Essai
Nouvelle parution
V. Robert, La petite-fille de la sorcière. Enquête sur la culture magique des campagnes au temps de George Sand

V. Robert, La petite-fille de la sorcière. Enquête sur la culture magique des campagnes au temps de George Sand

Publié le par Marc Escola

La petite-fille de la sorcière - Enquête sur la culture magique des campagnes au temps de George Sand
Vincent Robert

Date de parution : 08/04/2015 Editeur : Belles Lettres ISBN : 978-2-251-44530-4 EAN : 9782251445304 Présentation : Broché Nb. de pages : 318 p.

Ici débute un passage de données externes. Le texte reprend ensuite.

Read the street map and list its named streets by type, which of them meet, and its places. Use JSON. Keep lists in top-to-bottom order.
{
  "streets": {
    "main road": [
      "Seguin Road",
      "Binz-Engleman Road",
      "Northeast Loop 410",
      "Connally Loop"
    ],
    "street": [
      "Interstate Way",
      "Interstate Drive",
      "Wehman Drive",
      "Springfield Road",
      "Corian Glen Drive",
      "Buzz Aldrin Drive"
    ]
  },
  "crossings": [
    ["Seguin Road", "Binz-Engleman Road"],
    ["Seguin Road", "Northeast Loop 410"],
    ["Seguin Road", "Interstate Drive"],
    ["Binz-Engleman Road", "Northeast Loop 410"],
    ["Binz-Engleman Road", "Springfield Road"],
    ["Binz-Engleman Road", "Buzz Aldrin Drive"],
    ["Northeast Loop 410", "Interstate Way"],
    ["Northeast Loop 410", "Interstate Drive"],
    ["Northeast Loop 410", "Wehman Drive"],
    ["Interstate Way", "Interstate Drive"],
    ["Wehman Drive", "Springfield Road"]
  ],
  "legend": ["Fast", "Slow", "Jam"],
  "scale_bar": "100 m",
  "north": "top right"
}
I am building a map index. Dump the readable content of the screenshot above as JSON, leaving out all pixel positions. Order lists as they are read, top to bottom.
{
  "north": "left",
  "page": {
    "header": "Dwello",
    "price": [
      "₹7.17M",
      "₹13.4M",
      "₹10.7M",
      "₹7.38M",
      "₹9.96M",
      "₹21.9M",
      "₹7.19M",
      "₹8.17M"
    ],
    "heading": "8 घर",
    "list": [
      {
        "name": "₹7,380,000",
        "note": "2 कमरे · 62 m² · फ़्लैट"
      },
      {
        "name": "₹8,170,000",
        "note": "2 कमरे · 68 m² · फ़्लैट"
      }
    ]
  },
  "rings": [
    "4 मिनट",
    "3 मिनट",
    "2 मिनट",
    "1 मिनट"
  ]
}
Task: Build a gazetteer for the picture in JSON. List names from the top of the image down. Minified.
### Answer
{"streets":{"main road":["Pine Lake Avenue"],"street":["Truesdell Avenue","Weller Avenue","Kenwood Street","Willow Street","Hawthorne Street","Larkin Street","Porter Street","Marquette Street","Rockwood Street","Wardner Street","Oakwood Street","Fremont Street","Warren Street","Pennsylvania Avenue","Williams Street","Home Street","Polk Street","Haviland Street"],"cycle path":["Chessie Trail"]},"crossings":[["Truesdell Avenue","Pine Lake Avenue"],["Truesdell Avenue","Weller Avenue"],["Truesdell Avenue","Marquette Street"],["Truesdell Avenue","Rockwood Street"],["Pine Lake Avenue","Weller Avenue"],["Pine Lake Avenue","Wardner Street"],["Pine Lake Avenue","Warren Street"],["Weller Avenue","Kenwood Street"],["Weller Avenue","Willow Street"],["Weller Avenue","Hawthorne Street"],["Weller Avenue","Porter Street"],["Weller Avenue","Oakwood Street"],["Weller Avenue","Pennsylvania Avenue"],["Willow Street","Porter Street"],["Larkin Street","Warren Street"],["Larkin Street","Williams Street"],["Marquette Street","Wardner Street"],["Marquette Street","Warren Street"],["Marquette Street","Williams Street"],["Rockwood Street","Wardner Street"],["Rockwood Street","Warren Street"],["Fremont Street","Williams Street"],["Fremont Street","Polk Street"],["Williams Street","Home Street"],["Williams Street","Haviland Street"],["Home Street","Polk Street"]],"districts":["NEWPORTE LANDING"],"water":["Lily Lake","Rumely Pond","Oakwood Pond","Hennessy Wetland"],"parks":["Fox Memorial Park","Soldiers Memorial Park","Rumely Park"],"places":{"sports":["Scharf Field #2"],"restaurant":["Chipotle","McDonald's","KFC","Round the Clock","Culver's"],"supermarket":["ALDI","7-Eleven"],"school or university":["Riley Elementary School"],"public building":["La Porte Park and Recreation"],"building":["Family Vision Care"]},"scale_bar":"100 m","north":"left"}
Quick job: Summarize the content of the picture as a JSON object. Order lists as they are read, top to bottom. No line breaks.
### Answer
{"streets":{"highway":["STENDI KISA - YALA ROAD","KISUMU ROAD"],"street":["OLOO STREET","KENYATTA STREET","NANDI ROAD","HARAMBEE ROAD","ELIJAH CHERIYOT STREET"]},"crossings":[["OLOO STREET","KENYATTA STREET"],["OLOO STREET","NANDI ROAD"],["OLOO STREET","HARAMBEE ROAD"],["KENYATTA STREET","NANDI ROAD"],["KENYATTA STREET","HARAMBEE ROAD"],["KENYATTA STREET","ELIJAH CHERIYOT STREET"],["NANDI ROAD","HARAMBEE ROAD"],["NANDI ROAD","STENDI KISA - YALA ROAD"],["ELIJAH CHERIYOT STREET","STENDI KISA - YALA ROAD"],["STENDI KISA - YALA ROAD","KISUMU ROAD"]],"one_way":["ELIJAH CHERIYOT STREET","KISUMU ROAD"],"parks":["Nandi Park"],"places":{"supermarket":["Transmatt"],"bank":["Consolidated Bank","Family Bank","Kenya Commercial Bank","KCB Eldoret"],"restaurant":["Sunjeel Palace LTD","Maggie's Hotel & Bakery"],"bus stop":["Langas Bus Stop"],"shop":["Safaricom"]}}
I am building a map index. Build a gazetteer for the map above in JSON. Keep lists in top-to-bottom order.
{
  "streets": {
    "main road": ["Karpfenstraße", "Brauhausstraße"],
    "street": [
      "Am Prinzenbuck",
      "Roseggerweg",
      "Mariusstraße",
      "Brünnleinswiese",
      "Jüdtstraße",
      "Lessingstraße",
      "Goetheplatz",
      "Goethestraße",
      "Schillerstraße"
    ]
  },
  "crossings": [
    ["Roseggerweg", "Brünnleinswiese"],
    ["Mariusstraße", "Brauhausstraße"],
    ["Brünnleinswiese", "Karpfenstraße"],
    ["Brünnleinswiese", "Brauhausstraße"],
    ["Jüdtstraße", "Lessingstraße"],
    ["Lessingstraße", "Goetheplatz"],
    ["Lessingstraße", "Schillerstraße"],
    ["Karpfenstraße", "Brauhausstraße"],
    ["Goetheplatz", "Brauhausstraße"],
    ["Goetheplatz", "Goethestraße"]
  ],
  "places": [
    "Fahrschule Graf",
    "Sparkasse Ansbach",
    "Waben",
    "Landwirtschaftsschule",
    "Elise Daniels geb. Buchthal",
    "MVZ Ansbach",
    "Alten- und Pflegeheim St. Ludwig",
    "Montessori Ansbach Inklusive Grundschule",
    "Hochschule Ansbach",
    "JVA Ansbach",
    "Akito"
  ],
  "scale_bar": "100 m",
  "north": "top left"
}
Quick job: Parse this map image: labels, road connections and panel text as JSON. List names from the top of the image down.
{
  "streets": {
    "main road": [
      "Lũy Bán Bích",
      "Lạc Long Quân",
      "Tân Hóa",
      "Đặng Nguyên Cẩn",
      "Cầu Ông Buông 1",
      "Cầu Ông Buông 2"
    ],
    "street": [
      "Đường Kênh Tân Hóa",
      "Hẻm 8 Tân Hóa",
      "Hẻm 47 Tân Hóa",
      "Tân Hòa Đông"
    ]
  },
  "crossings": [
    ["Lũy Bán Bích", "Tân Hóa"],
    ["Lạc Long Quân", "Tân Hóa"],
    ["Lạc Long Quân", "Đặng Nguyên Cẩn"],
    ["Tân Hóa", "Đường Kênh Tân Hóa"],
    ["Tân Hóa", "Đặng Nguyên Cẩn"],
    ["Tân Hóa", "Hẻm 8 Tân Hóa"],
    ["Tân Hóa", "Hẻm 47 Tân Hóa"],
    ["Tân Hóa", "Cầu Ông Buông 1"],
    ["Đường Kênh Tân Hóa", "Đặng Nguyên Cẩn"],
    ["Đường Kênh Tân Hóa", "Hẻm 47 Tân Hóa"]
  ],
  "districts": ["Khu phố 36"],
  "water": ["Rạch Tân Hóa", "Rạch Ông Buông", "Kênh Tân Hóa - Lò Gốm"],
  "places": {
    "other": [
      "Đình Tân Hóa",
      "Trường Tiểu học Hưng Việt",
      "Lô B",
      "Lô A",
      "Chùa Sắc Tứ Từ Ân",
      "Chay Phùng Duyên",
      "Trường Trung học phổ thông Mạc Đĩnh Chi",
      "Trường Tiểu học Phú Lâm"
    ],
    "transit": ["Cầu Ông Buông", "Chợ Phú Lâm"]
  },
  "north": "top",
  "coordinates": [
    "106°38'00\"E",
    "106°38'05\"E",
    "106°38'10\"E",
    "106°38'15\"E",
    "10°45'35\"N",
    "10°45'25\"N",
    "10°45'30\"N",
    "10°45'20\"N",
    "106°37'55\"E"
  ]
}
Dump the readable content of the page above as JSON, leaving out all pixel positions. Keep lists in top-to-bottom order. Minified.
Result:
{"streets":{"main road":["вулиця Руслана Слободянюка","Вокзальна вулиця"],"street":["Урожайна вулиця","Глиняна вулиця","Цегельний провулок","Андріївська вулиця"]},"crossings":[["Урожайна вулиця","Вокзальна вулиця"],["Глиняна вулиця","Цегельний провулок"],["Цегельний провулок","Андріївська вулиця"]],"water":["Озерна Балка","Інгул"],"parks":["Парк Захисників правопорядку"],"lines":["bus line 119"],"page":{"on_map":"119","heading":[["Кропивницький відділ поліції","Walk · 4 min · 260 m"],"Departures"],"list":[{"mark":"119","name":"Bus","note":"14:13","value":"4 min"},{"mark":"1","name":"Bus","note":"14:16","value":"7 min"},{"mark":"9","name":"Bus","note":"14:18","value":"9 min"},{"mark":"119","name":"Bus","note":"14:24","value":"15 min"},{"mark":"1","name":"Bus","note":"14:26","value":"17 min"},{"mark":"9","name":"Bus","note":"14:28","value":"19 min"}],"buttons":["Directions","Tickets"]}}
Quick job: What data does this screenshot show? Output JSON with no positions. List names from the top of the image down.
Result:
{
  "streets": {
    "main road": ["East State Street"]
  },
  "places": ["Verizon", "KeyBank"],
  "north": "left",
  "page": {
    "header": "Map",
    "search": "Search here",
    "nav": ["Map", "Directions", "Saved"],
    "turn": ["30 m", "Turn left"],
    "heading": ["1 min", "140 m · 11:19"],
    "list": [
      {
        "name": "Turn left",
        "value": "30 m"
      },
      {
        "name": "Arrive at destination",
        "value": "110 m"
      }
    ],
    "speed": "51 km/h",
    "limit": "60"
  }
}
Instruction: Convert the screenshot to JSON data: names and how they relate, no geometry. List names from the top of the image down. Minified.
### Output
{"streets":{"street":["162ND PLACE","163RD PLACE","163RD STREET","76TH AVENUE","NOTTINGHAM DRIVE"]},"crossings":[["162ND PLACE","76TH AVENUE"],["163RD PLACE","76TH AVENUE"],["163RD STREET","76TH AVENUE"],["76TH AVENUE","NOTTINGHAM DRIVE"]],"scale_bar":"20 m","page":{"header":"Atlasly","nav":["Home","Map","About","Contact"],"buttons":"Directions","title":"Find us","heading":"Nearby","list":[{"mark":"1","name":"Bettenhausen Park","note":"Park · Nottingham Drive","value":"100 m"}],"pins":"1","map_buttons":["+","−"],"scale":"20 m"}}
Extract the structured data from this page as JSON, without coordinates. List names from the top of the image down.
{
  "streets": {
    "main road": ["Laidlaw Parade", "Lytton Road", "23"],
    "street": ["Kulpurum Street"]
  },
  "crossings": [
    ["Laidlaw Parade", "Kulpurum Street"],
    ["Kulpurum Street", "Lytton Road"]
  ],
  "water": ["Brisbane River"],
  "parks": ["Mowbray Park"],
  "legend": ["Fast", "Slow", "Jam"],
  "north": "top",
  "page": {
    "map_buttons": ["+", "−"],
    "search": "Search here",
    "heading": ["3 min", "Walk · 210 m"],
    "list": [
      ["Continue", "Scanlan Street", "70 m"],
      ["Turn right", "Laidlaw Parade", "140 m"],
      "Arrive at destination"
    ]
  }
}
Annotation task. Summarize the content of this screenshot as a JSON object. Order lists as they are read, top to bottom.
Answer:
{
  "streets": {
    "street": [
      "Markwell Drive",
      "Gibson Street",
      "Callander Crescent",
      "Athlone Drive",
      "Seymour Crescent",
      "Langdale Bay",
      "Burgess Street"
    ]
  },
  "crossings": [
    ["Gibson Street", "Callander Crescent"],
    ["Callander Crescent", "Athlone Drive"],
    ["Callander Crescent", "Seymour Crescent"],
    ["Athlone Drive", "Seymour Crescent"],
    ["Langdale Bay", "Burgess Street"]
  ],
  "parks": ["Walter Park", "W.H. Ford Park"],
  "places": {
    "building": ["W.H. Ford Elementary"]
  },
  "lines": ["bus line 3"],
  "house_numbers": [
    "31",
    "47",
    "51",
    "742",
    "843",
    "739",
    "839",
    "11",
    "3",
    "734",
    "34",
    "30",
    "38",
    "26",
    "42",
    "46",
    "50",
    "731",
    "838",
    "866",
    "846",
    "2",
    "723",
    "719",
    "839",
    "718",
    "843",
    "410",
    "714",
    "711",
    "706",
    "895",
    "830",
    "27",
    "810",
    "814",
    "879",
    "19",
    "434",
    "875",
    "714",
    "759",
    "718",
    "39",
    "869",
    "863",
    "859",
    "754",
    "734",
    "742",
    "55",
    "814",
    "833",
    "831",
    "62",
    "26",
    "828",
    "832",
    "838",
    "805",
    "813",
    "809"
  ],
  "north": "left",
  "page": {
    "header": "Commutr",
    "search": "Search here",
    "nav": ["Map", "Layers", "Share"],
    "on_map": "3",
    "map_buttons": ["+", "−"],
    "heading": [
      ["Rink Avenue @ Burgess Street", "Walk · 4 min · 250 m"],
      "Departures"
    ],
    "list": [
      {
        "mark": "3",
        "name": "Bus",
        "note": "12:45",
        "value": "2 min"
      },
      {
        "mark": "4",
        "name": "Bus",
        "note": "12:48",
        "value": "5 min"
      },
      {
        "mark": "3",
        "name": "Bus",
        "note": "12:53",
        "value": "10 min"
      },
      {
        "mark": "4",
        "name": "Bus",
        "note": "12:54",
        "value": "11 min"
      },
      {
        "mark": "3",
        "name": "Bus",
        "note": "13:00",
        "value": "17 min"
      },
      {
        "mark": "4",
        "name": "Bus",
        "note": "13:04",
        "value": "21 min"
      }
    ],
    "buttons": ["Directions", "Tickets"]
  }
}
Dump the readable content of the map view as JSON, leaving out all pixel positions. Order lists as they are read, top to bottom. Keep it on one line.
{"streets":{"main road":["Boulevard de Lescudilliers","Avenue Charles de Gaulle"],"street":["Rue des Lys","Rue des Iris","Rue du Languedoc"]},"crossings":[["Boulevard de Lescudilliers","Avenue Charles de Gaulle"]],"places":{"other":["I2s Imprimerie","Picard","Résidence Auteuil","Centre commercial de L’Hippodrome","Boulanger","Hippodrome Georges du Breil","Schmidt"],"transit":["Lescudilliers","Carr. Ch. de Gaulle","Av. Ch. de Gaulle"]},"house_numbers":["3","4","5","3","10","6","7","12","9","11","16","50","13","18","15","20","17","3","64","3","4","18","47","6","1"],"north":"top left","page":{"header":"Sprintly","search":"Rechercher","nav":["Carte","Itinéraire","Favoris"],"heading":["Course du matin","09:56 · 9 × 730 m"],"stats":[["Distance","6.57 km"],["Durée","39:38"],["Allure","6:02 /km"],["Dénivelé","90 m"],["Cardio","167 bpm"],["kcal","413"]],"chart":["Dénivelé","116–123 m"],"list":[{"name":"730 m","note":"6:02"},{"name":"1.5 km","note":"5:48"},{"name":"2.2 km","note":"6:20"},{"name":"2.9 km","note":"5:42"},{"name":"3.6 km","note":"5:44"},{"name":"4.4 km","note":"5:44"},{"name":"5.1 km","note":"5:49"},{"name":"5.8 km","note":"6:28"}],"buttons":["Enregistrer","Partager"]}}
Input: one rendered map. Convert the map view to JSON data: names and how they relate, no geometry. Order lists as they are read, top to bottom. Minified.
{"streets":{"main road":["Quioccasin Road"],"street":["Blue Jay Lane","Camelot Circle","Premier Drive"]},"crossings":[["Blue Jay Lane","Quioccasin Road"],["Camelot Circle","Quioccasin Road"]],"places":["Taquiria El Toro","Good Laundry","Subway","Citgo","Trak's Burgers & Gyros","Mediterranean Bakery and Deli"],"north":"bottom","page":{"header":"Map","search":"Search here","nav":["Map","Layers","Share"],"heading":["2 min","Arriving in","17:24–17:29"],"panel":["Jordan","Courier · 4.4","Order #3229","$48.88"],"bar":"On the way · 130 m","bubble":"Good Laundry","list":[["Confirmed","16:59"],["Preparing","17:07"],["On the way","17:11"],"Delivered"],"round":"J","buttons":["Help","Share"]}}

Au XIXe siècle, cela faisait longtemps qu'on ne brûlait plus de sorcières. Les pièces de procès n’existent donc pas. La justice est muette, à part quelques affaires d’escroquerie et de rares faits divers tragiques. Ne comptons pas trop non plus sur les tout premiers folkloristes : ces notables cherchaient surtout dans les mœurs campagnardes des vestiges de cultes ou d’usages antiques et en somme ne s’intéressaient guère aux paysans de leur temps. On a dû procéder autrement et partir de la littérature.
Relire La Petite Fadette, les Dus frays bessous du gascon Jasmin, d’autres œuvres d’écrivains ayant eu une enfance rurale afin d’y repérer ce que Carlo Ginzburg appellerait des traces : traces à demi effacées d’une culture essentiellement orale et très méprisée, indices ténus qu’il faut interpréter à la lumière de ce que les anthropologues et les folkloristes nous ont appris des contes et des croyances.
Il s’agit ainsi de reconstituer les logiques multiples d’un univers culturel très étrange à nos yeux, entre le rêve et le réel, peuplé de sorcières et de loups-garous, de devins et de feux follets. Et, en bon historien, d’inscrire ces croyances dans le temps : comprendre pourquoi, en dépit du mépris des Lumières qui faisait suite à la persécution sanglante des siècles précédents, elles étaient encore si vivantes au début du XIXe siècle ; puis tenter d’évaluer leur recul, ou plutôt les transformations qu’elles connaissaient à cette époque ; enfin apprécier l’enjeu politique qu’elles en vinrent à représenter lorsqu’en 1848 l’instauration du suffrage universel donna à des campagnards encore illettrés et « superstitieux » un poids décisif dans la destinée d’un pays.

Sommaire :

Introduction

Première partie : Précautions

Chapitre I. Une pastorale moderne
Chapitre II. Recueillir la parole paysanne
Chapitre III. Dénégations

Deuxième partie : Décryptages

Chapitre IV. Trois femmes puissantes
Chapitre V. Portrait de Fanchon Fadet en sorcière
Chapitre VI. Le follet, ou comment Landry manqua de périr noyé
Chapitre VII. L'agneau de Sylvinet, ou le retour du pays des morts
Chapitre VIII. La malédiction des bessons
Chapitre IX. Fadette désorceleuse et guérisseuse

Troisième partie : Croyances et récits dans l'histoire

Chapitre X. Le règne de la superstition
Chapitre XI. Des contes à dormir debout
Chapitre XII. Marianne et la sorcière
Chapitre XIII. Mythe, histoire et politique

Conclusion : D’un monde à un autre

Sources
Bibliographie

Vincent Robert, né en 1957, est agrégé d'histoire et enseigne l'histoire politique et culturelle du XIXe siècle à l'université Paris I Panthéon Sorbonne. Il a déjà publié Les chemins de la manifestation. Lyon, 1848-1914 (P U Lyon, 1990) et Le temps des banquets. Politique et symbolique d'une génération, 1818-1848 (Publications de la Sorbonne, 2010) qui a obtenu en 2011 le prix des Rendez-vous de l'histoire de Blois.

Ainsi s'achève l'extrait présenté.